● What is needed
Begin at the top of the entries below and write out every line through the one containing "inset:0; background:#61bedf; transform-origin:0", excluding pictures.

-------- Listed entries --------

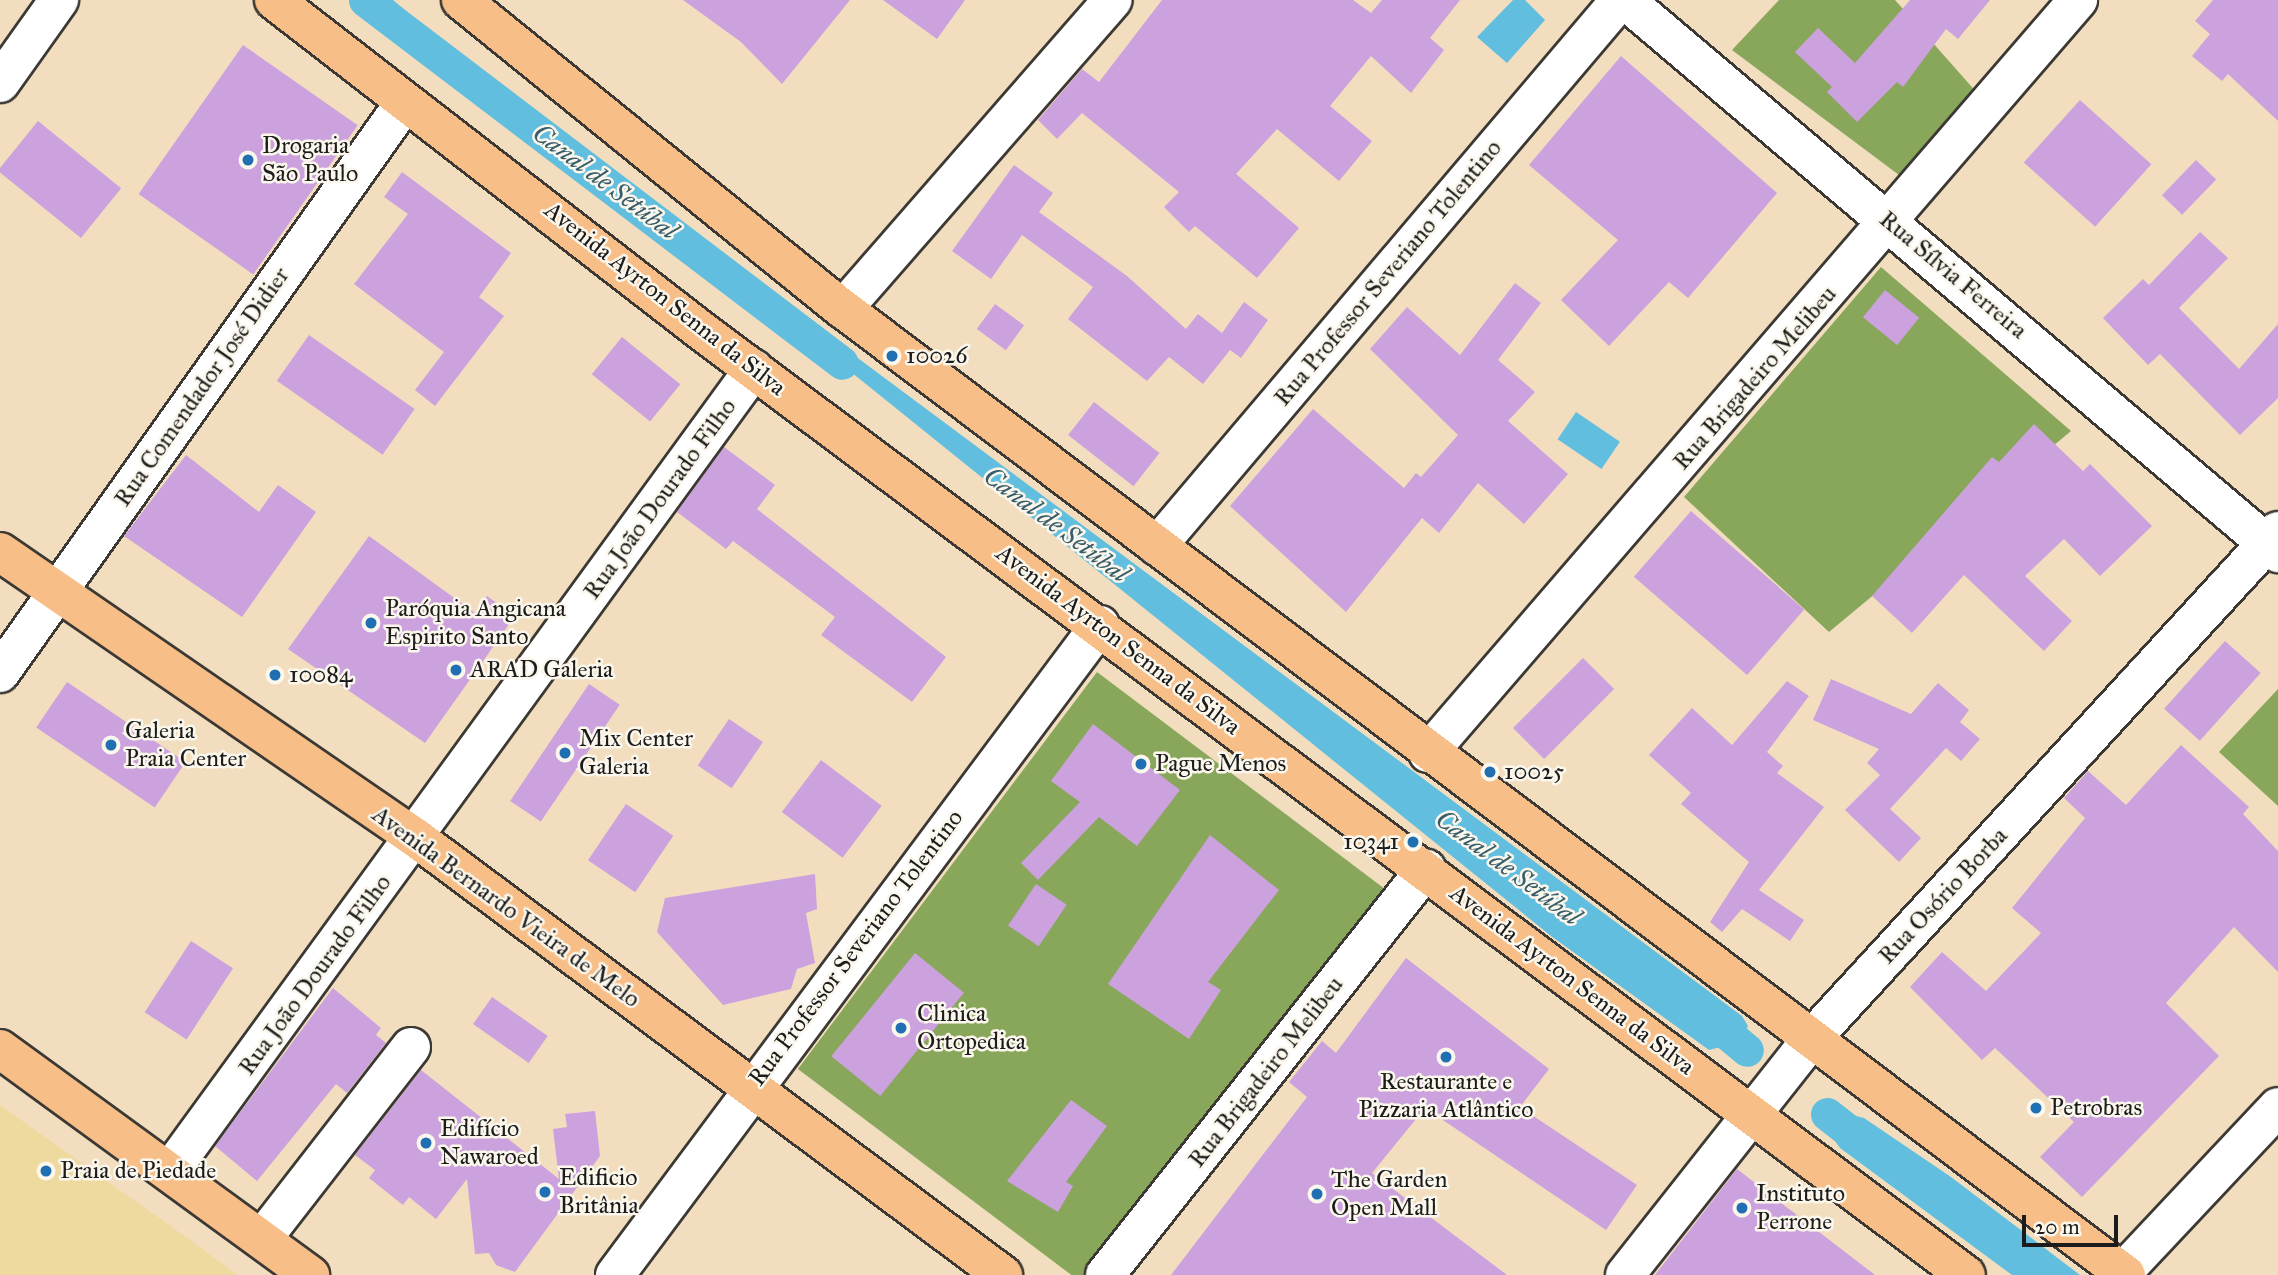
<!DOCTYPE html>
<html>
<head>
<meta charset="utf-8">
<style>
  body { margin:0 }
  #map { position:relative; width:2278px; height:1275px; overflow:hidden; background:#f2debf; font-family:"IM FELL Great Primer",serif }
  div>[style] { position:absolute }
  .forest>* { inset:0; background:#88a75b; transform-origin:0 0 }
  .sand>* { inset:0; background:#eeda9e }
  .water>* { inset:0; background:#61bedf; transform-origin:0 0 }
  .canal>* { height:33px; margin:-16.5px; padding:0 16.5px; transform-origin:16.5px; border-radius:16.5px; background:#61bedf }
  .building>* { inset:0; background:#cba2dd; transform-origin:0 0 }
  .roads { filter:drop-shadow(2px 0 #3c3934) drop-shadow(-2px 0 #3c3934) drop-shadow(0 2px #3c3934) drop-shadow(0 -2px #3c3934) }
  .minor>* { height:38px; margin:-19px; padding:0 19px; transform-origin:19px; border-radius:19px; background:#fff }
  .major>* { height:38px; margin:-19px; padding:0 19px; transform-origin:19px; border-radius:19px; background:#f7be87 }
  .dots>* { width:19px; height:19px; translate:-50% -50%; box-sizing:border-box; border:4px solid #fbf7ec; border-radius:50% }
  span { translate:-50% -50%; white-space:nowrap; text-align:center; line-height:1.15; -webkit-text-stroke:5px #fbf7ec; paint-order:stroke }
  .poi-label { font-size:24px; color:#1c1c1c }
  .left { translate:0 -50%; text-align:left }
  .right { translate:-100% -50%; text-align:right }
  .street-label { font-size:24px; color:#1c1c1c }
  .water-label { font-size:26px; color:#385d6a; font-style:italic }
  .scale { position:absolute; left:2022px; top:1215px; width:96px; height:32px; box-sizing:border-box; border:4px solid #1c1c1c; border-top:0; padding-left:9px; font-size:21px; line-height:24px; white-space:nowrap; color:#1c1c1c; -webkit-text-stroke:5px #fbf7ec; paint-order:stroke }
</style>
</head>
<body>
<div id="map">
  <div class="forest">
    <div style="clip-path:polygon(1779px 0,1895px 0,1978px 94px,1903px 178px,1732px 50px)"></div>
    <div style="clip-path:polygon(1881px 267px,2071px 431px,1829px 632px,1684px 497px)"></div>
    <div style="left:1097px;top:672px;width:368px;height:497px;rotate:37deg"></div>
    <div style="clip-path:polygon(2278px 689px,2278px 806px,2219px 752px)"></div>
  </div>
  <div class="sand">
    <div style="clip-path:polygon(0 1105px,186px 1237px,237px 1275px,0 1275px)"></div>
  </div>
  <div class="water">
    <div style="clip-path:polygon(373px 0,393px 0,499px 91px,1742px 1016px,1748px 1026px,1740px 1042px,1709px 1050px,1551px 936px,805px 335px)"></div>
    <div style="clip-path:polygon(1513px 0,1525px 0,1545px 20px,1507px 63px,1477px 37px)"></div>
    <div style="left:1576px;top:412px;width:53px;height:33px;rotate:34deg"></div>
    <div style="clip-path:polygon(1844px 1113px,1864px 1118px,1951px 1177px,2080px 1275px,2012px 1275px,1840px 1148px,1830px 1134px)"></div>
  </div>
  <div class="canal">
    <div style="left:365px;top:0;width:599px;rotate:37.27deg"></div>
    <div style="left:1706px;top:1016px;width:53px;rotate:39.7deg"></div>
    <div style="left:1827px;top:1114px;width:57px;rotate:37.9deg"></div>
  </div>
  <div class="building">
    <div style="clip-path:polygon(683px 0,850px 0,782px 84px,741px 42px)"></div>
    <div style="clip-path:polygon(883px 0,965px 0,937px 39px)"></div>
    <div style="clip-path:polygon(1162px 0,1353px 0,1371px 13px,1382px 0,1460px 0,1430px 38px,1444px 50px,1411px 93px,1371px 56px,1330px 106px,1372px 141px,1339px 181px,1277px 129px,1236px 174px,1299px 228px,1257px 278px,1195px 226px,1189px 232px,1164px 207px,1179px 192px,1082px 113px,1057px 139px,1038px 120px,1082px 69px,1099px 82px)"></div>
    <div style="clip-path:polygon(1910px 0,1990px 0,1958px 39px,1946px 29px,1903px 87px,1897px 82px,1857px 122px,1827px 92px,1832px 87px,1795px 52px,1818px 28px,1855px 63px)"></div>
    <div style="clip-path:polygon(2213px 0,2278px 0,2278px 121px,2228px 74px,2222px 81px,2192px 56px,2210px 34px,2195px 21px)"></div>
    <div style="left:243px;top:45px;width:140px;height:182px;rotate:35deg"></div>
    <div style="clip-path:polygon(1621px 56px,1777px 193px,1688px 298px,1669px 282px,1609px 346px,1561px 300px,1618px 240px,1529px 165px)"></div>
    <div style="left:2080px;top:100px;width:96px;height:84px;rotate:42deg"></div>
    <div style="left:38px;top:121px;width:107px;height:64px;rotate:39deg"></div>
    <div style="left:2196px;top:160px;width:28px;height:49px;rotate:44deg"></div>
    <div style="clip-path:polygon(1014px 165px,1053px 193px,1039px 212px,1127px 276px,1186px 329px,1198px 314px,1222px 333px,1244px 302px,1268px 320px,1241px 358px,1230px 350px,1203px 384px,1169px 357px,1147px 381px,1068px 319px,1093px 287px,1022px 235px,991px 279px,952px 251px)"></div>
    <div style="clip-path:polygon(402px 172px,511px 253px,479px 297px,504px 316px,435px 406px,415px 390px,444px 352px,354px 284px,408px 214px,384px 197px)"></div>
    <div style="clip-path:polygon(2200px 232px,2228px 258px,2179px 308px,2239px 369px,2278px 324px,2278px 398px,2240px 435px,2160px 354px,2148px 365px,2103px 318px,2143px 279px,2149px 285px)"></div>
    <div style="clip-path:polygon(1515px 283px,1541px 303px,1498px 360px,1535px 392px,1508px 421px,1568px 474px,1524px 524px,1478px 483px,1439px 533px,1422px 518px,1346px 612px,1230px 506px,1313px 409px,1404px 488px,1416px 473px,1421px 477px,1458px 435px,1370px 349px,1407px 307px,1460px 355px)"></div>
    <div style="left:1885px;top:290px;width:44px;height:35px;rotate:39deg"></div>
    <div style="left:995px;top:304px;width:36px;height:31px;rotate:36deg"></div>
    <div style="left:309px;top:335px;width:129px;height:56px;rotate:35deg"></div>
    <div style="left:622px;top:337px;width:75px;height:48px;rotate:39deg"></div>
    <div style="left:1094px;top:402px;width:83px;height:42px;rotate:38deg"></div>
    <div style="clip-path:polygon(2034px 424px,2083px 471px,2090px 464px,2152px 526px,2100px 576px,2064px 539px,2025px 576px,2072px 621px,2044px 651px,1964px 575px,1912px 633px,1872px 596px,1992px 457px,1999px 462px)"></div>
    <div style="clip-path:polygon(724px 447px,775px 485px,757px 509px,946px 657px,912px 702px,821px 635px,835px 617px,733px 541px,726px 549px,677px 512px)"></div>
    <div style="clip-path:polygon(186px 455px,259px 512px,278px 485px,316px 512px,242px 617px,124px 536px)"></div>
    <div style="left:1691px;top:511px;width:150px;height:87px;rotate:41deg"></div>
    <div style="clip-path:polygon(369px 536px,475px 613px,487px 596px,515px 616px,425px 743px,288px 649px)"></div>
    <div style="left:2225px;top:641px;width:48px;height:91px;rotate:42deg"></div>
    <div style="left:1583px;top:658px;width:44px;height:99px;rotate:45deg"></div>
    <div style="clip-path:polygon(1831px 679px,1911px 714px,1938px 683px,1969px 710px,1960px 722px,1980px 739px,1961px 761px,1946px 748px,1890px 809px,1921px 838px,1899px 862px,1845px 810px,1880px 775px,1867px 763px,1879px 749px,1813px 720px)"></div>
    <div style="clip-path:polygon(1787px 681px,1809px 696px,1767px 752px,1783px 766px,1777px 773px,1824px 807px,1759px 890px,1804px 920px,1790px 941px,1742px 909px,1722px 932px,1710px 922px,1749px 862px,1681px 804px,1691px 793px,1649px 755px,1692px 708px,1732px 745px)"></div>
    <div style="left:67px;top:682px;width:143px;height:55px;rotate:34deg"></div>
    <div style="left:589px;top:684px;width:37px;height:141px;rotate:34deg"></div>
    <div style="left:729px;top:719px;width:41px;height:56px;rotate:34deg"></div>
    <div style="clip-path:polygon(1093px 724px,1180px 790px,1137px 846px,1099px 817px,1038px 880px,1021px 863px,1080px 802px,1051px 781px)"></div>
    <div style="clip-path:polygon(2181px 745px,2249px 807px,2243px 814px,2278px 851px,2278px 972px,2234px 927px,2166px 1003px,2219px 1056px,2082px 1197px,2040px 1157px,2074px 1122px,1995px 1048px,1982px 1060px,1910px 987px,1942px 952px,1986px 991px,2041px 933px,2012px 908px,2085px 818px,2064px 798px,2088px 771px,2126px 805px)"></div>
    <div style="left:821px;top:760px;width:76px;height:65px;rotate:37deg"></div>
    <div style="left:626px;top:804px;width:57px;height:68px;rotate:34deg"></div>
    <div style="clip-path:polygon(1210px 835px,1279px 890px,1208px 982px,1221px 990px,1189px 1039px,1108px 984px)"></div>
    <div style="clip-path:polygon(815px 874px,817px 909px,806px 913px,815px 963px,797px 969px,791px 989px,723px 1005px,657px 932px,665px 898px)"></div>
    <div style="left:1036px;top:884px;width:37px;height:50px;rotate:34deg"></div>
    <div style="left:191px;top:941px;width:50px;height:85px;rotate:33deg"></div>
    <div style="left:915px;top:953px;width:63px;height:133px;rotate:39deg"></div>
    <div style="clip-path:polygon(1406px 958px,1549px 1069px,1520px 1107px,1637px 1185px,1606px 1230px,1425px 1108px,1372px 1173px,1507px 1275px,1171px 1275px,1307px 1097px,1289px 1082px,1322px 1041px,1336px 1053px)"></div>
    <div style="clip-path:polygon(333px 988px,381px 1028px,376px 1035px,386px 1043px,347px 1093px,336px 1084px,257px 1181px,215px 1146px)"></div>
    <div style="left:492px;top:997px;width:68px;height:33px;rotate:35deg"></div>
    <div style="clip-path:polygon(421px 1070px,559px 1179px,553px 1129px,567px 1127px,565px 1114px,595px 1111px,600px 1156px,515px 1272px,496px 1265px,489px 1253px,475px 1254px,467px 1179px,436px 1219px,409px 1197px,403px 1205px,369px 1178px,375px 1170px,355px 1155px)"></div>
    <div style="clip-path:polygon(1071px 1100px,1107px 1126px,1066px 1182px,1073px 1186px,1058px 1212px,1007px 1181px)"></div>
    <div style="clip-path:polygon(1737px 1169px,1875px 1275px,1655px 1275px)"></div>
  </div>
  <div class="roads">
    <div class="minor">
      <div style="left:1625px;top:0;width:856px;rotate:40.26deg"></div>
      <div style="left:0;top:83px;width:102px;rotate:-54.6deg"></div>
      <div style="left:843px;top:309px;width:410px;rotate:-48.9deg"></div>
      <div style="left:1157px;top:546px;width:716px;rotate:-49.7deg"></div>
      <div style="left:0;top:673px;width:700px;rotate:-54.65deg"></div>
      <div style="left:1428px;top:753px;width:995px;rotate:-49.2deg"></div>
      <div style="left:170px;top:1171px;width:992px;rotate:-53.94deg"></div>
      <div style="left:262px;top:1239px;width:243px;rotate:-52.2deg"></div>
      <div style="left:2123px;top:1272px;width:226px;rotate:-46.8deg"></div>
      <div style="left:615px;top:1275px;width:811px;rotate:-53.27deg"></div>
      <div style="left:1105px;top:1275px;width:518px;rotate:-51.67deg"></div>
      <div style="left:1625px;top:1275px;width:303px;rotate:-51.7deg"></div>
      <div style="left:1813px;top:1037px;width:687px;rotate:-47.42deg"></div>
    </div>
    <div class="major">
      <div style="left:274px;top:0;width:542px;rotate:37.74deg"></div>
      <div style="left:703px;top:332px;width:1576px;rotate:36.75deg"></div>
      <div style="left:461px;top:0;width:491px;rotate:39deg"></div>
      <div style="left:843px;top:309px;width:1606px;rotate:36.98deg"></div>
      <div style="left:0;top:552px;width:505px;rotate:34.51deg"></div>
      <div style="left:416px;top:838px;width:732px;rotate:36.67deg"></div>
      <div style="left:0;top:1049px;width:384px;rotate:36.1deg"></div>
    </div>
  </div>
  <div class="dots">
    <div style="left:248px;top:160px;background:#1f6fb2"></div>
    <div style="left:892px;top:356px;background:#1f6fb2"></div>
    <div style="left:371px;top:623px;background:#1f6fb2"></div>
    <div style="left:456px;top:670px;background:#1f6fb2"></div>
    <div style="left:275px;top:675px;background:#1f6fb2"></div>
    <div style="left:111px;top:745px;background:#1f6fb2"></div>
    <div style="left:565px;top:753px;background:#1f6fb2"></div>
    <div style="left:1141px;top:764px;background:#1f6fb2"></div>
    <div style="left:1490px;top:772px;background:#1f6fb2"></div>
    <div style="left:1413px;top:842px;background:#1f6fb2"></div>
    <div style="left:901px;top:1028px;background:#1f6fb2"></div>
    <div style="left:1446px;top:1057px;background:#1f6fb2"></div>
    <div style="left:2036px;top:1108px;background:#1f6fb2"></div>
    <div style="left:426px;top:1143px;background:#1f6fb2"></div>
    <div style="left:46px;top:1171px;background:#1f6fb2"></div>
    <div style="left:545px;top:1192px;background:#1f6fb2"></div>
    <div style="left:1317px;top:1194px;background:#1f6fb2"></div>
    <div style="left:1742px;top:1208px;background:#1f6fb2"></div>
  </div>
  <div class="poi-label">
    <span class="left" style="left:262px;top:160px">Drogaria<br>São Paulo</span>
    <span class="left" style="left:906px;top:356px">10026</span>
    <span class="left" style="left:385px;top:623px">Paróquia Angicana<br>Espirito Santo</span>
    <span class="left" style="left:470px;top:670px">ARAD Galeria</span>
    <span class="left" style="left:289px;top:675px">10084</span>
    <span class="left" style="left:125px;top:745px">Galeria<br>Praia Center</span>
    <span class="left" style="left:579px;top:753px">Mix Center<br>Galeria</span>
    <span class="left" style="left:1155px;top:764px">Pague Menos</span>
    <span class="left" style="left:1504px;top:772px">10025</span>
    <span class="right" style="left:1399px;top:842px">10341</span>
    <span class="left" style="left:917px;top:1028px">Clinica<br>Ortopedica</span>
    <span style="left:1446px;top:1096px">Restaurante e<br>Pizzaria Atlântico</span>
    <span class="left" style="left:2050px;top:1108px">Petrobras</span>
    <span class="left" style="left:440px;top:1143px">Edifício<br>Nawaroed</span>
    <span class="left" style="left:60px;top:1171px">Praia de Piedade</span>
    <span class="left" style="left:559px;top:1192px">Edificio<br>Britânia</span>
    <span class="left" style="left:1331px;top:1194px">The Garden<br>Open Mall</span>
    <span class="left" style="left:1756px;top:1208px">Instituto<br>Perrone</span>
  </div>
  <div class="street-label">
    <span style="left:1388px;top:273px;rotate:-50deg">Rua Professor Severiano Tolentino</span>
    <span style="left:1953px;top:275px;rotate:40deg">Rua Sílvia Ferreira</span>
    <span style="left:665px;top:299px;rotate:38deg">Avenida Ayrton Senna da Silva</span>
    <span style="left:1755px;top:378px;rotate:-49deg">Rua Brigadeiro Melibeu</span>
    <span style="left:202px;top:387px;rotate:-55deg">Rua Comendador José Didier</span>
    <span style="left:660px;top:499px;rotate:-54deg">Rua João Dourado Filho</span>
    <span style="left:1118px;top:640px;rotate:37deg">Avenida Ayrton Senna da Silva</span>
    <span style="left:1943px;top:896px;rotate:-47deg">Rua Osório Borba</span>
    <span style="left:506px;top:907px;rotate:36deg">Avenida Bernardo Vieira de Melo</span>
    <span style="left:856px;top:948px;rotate:-53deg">Rua Professor Severiano Tolentino</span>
    <span style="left:315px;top:975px;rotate:-54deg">Rua João Dourado Filho</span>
    <span style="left:1572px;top:980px;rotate:37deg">Avenida Ayrton Senna da Silva</span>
    <span style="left:1266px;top:1072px;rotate:-52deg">Rua Brigadeiro Melibeu</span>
  </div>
  <div class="water-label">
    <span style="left:605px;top:182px;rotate:37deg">Canal de Setúbal</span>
    <span style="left:1056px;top:525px;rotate:37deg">Canal de Setúbal</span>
    <span style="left:1508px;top:868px;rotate:37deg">Canal de Setúbal</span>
  </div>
  <div class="scale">20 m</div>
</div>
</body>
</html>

--------

● Written solution
<!DOCTYPE html>
<html>
<head>
<meta charset="utf-8">
<style>
  body { margin:0 }
  #map { position:relative; width:2278px; height:1275px; overflow:hidden; background:#f2debf; font-family:"IM FELL Great Primer",serif }
  div>[style] { position:absolute }
  .forest>* { inset:0; background:#88a75b; transform-origin:0 0 }
  .sand>* { inset:0; background:#eeda9e }
  .water>* { inset:0; background:#61bedf; transform-origin:0 0 }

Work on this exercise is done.